Charity Project Manager @ charity "Maslaha", School with Roots programme
Nirad is 23, lives in Birmingham and grew up in a Jamaican and Indian household. He works as Project Manager with the charity Maslaha on their School with Roots programme. Through this he works directly in primary schools and with trainee teachers. He is a member of the grassroots Black-led and abolitionist group No More Exclusions. He is an observer with Jamaica LANDS. He is also a marketing and publicity assistant for the National Mikey Powell Memorial Family Fund. He is a teacher at The Children of the Sun Saturday School in North Birmingham. His introduction to Jamaican history began at home and he studied this further through an undergraduate geography degree in London and on Occupied Ohlone Land.
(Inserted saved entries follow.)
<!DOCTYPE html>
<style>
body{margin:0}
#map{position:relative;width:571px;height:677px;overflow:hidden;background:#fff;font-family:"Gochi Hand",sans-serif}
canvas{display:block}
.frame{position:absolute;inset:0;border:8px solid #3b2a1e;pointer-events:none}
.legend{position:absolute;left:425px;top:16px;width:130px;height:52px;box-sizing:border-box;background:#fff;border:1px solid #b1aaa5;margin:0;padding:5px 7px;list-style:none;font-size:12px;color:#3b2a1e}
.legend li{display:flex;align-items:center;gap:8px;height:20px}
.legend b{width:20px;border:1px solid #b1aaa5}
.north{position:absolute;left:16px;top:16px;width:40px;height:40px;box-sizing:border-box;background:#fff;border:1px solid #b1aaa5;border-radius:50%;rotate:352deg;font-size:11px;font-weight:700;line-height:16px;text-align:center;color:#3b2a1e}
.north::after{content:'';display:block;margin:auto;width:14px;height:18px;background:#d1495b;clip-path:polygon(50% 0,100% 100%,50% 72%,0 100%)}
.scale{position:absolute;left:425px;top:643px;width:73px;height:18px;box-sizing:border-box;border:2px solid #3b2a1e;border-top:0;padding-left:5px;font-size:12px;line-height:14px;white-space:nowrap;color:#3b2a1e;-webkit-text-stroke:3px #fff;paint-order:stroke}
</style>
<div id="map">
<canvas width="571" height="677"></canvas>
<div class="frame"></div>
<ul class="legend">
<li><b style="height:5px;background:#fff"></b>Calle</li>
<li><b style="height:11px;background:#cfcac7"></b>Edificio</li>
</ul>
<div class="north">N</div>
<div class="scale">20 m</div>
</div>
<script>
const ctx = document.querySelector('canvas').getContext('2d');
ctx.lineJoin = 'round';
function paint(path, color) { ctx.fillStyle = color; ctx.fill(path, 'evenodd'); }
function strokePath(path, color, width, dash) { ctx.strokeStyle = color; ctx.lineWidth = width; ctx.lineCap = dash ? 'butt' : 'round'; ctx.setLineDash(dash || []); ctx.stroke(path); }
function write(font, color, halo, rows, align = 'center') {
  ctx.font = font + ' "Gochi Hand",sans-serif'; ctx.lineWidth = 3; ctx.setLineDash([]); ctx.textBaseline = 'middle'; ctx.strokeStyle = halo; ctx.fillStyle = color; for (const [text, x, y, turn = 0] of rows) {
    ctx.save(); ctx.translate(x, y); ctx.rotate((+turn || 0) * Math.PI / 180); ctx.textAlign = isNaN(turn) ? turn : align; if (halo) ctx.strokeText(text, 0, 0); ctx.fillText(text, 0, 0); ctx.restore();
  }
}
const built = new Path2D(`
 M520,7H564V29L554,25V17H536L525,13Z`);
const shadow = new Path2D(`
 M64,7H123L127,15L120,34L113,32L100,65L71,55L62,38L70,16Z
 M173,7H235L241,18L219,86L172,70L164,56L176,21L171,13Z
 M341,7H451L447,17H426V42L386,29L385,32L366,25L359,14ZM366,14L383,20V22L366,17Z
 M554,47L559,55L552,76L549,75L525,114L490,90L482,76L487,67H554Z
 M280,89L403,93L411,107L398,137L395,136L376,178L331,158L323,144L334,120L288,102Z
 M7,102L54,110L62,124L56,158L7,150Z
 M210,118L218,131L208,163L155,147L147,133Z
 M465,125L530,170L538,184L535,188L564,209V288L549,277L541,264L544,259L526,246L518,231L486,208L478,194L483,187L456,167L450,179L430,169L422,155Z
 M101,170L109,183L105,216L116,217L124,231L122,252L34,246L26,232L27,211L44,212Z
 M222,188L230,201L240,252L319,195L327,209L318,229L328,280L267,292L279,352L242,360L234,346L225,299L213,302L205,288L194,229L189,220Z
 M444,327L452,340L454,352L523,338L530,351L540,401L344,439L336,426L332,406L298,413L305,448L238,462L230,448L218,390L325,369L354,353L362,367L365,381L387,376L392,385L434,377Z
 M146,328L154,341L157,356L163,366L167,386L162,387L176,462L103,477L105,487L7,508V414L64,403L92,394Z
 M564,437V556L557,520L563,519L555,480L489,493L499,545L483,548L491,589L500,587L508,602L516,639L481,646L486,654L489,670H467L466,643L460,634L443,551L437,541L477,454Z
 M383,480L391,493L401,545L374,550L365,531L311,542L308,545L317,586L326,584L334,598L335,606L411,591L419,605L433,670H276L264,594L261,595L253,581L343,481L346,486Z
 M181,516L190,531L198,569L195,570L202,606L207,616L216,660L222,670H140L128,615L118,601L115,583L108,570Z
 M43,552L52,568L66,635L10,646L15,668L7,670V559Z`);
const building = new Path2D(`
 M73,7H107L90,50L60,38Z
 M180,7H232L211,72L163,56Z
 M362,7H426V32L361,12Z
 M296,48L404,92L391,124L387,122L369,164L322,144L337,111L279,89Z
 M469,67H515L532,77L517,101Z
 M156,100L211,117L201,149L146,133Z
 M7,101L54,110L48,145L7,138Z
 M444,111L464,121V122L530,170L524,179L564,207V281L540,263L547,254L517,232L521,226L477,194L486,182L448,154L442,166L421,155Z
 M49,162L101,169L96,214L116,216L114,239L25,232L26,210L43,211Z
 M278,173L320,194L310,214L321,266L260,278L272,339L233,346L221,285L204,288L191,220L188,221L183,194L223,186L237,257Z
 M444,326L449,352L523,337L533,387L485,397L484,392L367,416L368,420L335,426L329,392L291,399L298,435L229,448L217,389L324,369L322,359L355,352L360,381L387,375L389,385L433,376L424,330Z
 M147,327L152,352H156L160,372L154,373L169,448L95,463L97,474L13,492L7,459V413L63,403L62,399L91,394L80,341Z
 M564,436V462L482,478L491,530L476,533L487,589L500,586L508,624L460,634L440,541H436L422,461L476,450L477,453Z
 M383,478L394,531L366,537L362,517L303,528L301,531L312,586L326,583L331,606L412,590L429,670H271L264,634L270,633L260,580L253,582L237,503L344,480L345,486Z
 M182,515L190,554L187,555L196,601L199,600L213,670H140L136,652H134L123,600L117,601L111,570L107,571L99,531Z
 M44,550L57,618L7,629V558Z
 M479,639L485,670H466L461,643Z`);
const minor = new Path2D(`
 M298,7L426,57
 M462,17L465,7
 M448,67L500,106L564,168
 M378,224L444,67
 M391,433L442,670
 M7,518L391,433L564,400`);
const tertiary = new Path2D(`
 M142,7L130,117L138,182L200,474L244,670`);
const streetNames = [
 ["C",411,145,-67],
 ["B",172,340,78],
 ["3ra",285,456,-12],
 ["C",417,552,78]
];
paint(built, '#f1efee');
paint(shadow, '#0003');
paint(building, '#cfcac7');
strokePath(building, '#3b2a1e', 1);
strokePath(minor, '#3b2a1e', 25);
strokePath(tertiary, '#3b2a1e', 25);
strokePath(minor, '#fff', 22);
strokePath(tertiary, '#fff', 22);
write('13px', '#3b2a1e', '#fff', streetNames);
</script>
Geographical location : Birmingham
Research Area and Interest :
- Summary: A workshop to share early stage research into the creation of pedagogical tools that are being designed for teachers based on archival research about community organisations and radicals emerging, involved and developed before, during and after the 1981 uprisings in England. The purpose of this project is to create pedagogical tools drawn from a selection of archival material and interviews relating to and surrounding the 1981 uprisings. These tools will support and supplement frontline educators to think about a Black studies approach to their pedagogy in public, private and professional situations. The uprisings, based on Rupert Lewis’ experience of the radical seventies in the Caribbean, falls near the end of that “decade”. The insurrections that occurred were reflective of the revolutionary activity of African and other colonised people at that time. The regional and international complexity and lessons of this period have so far not been transformed into tools and learning materials for younger people. This has led to the spread of a neoliberal programme across the English education system leading to an expansion of the number of police in schools and school exclusions which disproportionately affect African students. This research project will serve as a proof of concept for future work that seeks to explore the pedagogical and historical heritage of community institutions and social movements in England. Participants will be invited to take part, learn, critique and take home some of the pedagogical tools that have been created at this stage of the project.